3. **Input** — Prompt is read from stdin. Max ~32 KB before `/read` fallback kicks in (OQ-3b). Must be plain UTF-8 text; no shell escaping needed when piped.
4. **Output** — For each `--output-format`:
- `text`: the assistant's response, verbatim, on stdout. Nothing else.
- `json`: a JSON object on stdout; list every field (see Emitter §9 and Data Models for the full field list).
- `stream-json`: A sequence of JSONL lines forwarded verbatim from the Claude Code transcript. On success, the final line is Claude Code's own `{"type":"result", "is_error": false, ...}` event (forwarded as-is; no `claude_version` field). On error, the final line is a synthesized result event: `{"type":"result", "is_error": true, "subtype": "...", "error_message": "...", "claude_version": "..."}`. List the result line fields.
5. **Exit codes** — Same table as README, plus: "On exit ≠ 0, check stderr for a human-readable error message."
6. **Do not** — A short bulleted list of anti-patterns:
- Do not pass `--dangerously-skip-permissions` in interactive (human-supervised) contexts.
- Do not read or parse mid-session JSONL files directly — wait for `claude-print` to exit.
- Do not retry on exit 130 (interrupted) — investigate the cause.
- Do not set `CLAUDE_CODE_SESSION_ID` in the environment before invoking `claude-print`.

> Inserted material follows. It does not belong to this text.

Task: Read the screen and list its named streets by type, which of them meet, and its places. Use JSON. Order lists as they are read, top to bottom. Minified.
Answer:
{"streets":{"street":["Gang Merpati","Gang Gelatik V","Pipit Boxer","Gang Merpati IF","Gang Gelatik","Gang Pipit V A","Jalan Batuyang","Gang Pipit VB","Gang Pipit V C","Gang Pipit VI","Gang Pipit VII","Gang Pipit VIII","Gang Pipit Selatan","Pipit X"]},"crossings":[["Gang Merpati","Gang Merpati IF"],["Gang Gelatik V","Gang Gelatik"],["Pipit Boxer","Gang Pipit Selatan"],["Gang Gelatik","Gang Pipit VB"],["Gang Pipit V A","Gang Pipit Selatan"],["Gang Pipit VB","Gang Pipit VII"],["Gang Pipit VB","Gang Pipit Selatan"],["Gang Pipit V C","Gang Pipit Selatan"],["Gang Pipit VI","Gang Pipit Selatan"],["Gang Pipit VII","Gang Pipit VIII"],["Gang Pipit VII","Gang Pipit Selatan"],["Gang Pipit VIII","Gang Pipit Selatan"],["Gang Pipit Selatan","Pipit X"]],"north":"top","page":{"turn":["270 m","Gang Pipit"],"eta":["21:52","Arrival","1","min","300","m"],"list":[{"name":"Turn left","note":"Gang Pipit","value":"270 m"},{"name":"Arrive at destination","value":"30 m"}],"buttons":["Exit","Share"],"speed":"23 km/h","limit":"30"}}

7. **Self-test** — `claude-print --check` exits 0 if the environment can run it.
8. **Version compatibility** — `claude-print` embeds `claude --version` at startup; pass `--verbose` to see it. The `claude_version` field is present in `json` output and in the synthesized error result line of `stream-json` output. In the `stream-json` success path, the final result line is forwarded verbatim from Claude Code and does not contain `claude_version`.
### Docs Organization
`docs/notes/` hosts short decision notes:
- `billing-context.md` — why PTY preserves subscription billing (**already exists**)
- `hook-design.md` — relay hook mechanics, FIFO protocol, keeper fd pattern
- `terminal-probes.md` — Ink startup probe table and response bytes
`docs/research/` hosts external reference material:
- `claude-code-internals.md` — Claude Code TUI behavior observations (**already exists**)
- `pty-mechanics.md` — PTY system call reference (**already exists**)
`docs/plan/plan.md` — the implementation plan (**this file**).
### Implementation Placement
- **Phase 1**: Stub README.md with description, requirements, and placeholder sections.
- **Phase 9** (NEEDLE Integration): Complete README.md (all sections) + write AGENTS.md.
- **Phase 9 acceptance criterion**: `claude-print --help` output matches the README flags table exactly. Any divergence is a CI failure (checked manually before release).